A jar contains 40 coins consisting of dimes and quarters and having a total value of $4.90. How many of each kind if coins are there?
number of dimes --- x
number of quarters --- 40-x
10x + 25(40-x) = 490
solve for x, then sub into my definitions.
34 dimes
Let's assume the number of dimes is represented by 'd' and the number of quarters is represented by 'q'.
We can write two equations based on the given information:
1. The total number of coins equation: d + q = 40
2. The total value equation: 0.10d + 0.25q = 4.90
To solve this system of equations, we can use the substitution method.
First, solve the first equation for 'd' in terms of 'q':
d = 40 - q
Now substitute this value of 'd' into the second equation:
0.10(40 - q) + 0.25q = 4.90
Distribute the 0.10:
4 - 0.10q + 0.25q = 4.90
Combine like terms:
0.15q + 4 = 4.90
Subtract 4 from both sides:
0.15q = 0.90
Divide both sides by 0.15:
q = 6
Now substitute this value of 'q' back into the first equation to find 'd':
d + 6 = 40
d = 40 - 6
d = 34
Therefore, there are 34 dimes and 6 quarters in the jar.

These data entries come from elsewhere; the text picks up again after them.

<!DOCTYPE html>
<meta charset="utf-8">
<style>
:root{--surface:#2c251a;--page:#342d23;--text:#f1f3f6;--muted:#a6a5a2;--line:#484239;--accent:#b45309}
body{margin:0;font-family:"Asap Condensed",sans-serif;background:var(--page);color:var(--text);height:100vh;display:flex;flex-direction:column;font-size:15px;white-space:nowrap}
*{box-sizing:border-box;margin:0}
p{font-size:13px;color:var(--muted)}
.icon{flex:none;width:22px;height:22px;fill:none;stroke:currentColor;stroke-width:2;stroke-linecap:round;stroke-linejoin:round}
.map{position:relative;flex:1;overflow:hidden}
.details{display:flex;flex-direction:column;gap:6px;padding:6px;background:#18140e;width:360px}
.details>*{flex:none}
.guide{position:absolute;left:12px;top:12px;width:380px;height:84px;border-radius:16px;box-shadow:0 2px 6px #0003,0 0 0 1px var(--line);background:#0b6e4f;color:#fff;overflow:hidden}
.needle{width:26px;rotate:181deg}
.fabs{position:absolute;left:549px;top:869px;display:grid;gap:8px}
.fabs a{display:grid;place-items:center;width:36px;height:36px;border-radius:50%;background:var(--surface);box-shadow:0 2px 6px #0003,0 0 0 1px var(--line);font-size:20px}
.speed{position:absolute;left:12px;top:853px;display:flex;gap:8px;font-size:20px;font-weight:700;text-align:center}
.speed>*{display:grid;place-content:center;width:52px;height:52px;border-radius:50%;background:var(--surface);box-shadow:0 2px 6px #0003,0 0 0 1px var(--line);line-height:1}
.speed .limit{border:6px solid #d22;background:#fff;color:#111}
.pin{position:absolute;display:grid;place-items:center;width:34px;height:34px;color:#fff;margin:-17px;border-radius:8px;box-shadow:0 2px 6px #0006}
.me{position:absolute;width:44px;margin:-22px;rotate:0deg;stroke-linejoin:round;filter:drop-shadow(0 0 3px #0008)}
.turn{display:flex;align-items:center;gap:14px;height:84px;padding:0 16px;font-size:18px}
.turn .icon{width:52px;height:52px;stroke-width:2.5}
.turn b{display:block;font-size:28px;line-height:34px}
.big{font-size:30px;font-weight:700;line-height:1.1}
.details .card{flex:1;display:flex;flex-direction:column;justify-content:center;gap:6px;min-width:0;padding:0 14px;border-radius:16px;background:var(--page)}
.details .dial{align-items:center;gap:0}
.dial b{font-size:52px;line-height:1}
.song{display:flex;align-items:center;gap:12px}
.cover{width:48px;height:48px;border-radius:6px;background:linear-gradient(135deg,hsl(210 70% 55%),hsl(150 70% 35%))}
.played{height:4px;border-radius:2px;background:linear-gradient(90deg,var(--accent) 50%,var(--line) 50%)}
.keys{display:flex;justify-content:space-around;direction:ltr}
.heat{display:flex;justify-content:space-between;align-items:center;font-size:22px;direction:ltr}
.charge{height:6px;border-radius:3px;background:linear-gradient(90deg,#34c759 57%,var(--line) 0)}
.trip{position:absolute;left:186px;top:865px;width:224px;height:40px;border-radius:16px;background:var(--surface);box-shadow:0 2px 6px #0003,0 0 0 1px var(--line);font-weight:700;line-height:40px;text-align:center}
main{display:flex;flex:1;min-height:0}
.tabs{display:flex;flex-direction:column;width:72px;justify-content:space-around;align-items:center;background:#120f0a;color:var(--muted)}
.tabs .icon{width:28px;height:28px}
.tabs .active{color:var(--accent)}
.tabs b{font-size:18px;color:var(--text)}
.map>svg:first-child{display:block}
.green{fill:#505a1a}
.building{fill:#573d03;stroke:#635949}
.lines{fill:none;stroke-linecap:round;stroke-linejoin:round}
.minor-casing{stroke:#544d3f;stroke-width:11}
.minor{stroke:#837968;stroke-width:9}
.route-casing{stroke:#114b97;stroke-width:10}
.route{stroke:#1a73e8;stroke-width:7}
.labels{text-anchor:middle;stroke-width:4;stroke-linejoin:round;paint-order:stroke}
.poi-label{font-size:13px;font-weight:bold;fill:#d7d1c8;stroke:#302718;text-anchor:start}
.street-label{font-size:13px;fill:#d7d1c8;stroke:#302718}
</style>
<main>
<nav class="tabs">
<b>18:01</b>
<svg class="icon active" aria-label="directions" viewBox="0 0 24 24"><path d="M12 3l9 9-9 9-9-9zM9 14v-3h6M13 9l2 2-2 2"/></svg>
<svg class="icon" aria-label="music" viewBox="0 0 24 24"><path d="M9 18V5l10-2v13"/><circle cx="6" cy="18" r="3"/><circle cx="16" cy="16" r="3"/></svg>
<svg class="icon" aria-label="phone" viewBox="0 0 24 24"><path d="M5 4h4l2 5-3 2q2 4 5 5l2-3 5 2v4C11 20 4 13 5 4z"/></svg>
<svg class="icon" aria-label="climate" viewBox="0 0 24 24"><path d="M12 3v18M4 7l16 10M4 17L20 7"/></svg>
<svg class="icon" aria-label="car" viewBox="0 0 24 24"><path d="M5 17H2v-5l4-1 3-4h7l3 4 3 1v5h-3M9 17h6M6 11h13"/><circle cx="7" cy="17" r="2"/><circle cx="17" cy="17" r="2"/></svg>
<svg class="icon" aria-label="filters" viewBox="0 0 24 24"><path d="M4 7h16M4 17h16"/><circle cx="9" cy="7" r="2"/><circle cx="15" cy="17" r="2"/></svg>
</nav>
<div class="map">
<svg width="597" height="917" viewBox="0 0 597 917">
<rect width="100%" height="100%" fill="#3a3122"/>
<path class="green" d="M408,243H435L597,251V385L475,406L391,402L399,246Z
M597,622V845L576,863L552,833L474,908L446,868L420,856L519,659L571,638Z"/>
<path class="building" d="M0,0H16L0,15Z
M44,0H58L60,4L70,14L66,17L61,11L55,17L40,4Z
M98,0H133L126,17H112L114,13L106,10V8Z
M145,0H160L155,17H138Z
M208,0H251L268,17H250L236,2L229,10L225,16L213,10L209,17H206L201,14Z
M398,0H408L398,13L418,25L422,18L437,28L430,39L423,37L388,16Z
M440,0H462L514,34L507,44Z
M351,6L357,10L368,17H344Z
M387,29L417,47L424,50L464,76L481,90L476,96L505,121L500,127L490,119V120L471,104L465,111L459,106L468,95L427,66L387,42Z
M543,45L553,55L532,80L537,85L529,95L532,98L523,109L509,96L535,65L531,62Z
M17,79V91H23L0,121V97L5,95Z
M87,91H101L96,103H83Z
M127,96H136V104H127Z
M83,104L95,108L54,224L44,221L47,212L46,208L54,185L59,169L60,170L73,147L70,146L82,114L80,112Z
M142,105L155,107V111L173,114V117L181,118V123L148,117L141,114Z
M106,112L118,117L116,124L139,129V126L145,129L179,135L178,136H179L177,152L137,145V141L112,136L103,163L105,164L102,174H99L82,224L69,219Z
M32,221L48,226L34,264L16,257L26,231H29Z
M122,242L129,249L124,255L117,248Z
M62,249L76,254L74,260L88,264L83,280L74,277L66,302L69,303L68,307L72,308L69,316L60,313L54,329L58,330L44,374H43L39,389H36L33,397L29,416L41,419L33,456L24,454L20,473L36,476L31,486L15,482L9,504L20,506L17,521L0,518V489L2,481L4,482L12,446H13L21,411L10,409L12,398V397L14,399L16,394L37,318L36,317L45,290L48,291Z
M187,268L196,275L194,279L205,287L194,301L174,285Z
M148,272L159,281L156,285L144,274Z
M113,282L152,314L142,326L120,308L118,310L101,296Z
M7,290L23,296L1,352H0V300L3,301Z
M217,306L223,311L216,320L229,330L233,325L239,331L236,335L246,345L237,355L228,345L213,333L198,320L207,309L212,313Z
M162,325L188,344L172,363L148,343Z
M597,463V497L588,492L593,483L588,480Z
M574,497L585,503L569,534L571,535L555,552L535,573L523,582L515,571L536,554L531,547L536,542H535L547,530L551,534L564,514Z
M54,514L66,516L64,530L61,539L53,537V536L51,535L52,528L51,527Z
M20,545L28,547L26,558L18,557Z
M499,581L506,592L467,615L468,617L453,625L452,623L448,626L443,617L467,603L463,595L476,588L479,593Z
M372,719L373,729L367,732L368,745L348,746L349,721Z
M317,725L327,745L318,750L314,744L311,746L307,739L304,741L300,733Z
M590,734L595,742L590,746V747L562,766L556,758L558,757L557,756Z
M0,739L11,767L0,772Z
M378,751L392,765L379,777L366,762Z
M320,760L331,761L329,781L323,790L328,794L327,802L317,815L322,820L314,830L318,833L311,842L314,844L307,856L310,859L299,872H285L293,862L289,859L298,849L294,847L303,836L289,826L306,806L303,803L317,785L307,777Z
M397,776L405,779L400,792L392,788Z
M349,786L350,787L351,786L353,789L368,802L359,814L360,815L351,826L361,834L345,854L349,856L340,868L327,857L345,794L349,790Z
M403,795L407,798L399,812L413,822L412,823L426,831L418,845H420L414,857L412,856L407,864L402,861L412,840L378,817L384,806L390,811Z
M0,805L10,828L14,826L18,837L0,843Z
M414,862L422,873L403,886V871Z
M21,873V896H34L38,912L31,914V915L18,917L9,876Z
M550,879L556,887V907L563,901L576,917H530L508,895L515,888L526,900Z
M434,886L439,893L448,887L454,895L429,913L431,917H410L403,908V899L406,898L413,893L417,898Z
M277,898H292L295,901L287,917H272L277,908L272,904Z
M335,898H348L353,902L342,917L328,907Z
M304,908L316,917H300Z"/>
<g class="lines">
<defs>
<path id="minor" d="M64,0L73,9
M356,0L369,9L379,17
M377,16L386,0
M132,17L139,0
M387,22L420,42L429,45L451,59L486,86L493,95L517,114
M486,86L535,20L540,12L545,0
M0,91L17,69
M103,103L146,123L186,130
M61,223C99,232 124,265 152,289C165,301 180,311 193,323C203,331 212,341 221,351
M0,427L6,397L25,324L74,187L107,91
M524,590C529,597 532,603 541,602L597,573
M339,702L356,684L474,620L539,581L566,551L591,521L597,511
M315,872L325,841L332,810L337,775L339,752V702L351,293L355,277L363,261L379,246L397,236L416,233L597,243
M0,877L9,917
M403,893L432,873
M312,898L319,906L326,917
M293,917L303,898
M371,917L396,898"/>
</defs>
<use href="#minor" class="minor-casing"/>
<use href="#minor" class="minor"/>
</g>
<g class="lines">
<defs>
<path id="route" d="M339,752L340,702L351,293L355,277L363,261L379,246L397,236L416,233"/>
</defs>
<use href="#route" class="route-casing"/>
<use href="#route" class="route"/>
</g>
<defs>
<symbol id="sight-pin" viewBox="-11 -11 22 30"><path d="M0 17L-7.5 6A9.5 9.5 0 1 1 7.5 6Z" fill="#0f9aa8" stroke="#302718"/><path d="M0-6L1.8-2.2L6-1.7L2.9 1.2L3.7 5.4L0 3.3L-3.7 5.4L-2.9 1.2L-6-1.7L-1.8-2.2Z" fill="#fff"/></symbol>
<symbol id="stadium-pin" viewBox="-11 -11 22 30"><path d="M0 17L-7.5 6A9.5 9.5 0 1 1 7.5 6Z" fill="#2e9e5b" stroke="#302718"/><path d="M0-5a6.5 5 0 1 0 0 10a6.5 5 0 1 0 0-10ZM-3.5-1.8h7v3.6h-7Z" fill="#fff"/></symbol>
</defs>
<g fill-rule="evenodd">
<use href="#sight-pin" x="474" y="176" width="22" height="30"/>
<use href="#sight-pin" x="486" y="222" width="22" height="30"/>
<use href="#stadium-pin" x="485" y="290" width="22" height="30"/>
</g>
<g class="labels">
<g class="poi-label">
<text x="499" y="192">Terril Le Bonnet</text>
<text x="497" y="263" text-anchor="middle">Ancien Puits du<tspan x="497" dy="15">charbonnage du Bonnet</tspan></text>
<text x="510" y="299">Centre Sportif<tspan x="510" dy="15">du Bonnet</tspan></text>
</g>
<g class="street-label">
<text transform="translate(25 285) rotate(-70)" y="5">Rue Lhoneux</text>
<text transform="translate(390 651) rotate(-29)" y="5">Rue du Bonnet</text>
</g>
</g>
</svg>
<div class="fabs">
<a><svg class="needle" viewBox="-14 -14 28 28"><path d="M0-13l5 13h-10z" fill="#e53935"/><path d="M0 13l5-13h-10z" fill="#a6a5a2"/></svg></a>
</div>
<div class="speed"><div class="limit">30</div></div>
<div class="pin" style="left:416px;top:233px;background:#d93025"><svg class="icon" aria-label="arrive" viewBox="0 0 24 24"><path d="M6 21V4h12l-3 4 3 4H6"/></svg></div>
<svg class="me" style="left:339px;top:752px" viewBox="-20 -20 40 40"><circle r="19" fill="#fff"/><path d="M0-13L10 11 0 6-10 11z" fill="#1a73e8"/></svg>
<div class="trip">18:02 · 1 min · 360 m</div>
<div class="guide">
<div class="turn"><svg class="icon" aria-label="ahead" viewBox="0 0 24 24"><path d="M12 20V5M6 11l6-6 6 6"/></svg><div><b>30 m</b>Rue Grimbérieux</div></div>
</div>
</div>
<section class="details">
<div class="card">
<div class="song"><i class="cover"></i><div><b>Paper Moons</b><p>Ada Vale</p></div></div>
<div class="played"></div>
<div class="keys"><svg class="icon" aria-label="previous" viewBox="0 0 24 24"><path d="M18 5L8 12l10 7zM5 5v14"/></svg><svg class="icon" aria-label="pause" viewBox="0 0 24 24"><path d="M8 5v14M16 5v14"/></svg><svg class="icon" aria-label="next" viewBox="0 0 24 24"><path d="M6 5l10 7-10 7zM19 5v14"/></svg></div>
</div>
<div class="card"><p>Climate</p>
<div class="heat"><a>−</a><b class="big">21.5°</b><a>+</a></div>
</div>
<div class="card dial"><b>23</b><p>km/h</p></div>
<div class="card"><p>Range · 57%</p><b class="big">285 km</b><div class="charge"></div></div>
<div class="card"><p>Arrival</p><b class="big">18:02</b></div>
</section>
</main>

To solve this problem, we need to set up a system of equations based on the given information. Let's use the following variables:
Let x be the number of dimes.
Let y be the number of quarters.
We have two pieces of information from the problem:
1. There are a total of 40 coins:
x + y = 40
2. The total value of all the coins is $4.90:
0.10x + 0.25y = 4.90
Now, we can solve this system of equations using substitution or elimination method.
Let's use the elimination method:
Multiply the first equation by 0.10 to get rid of decimals:
0.10x + 0.10y = 4
Now, subtract the new equation from the second equation to eliminate x:
0.10x + 0.25y - (0.10x + 0.10y) = 4.90 - 4
0.15y - 0.10y = 0.90
0.05y = 0.90
y = 0.90 / 0.05
y = 18
Now, substitute the value of y back into the first equation to solve for x:
x + y = 40
x + 18 = 40
x = 40 - 18
x = 22
So, there are 22 dimes and 18 quarters.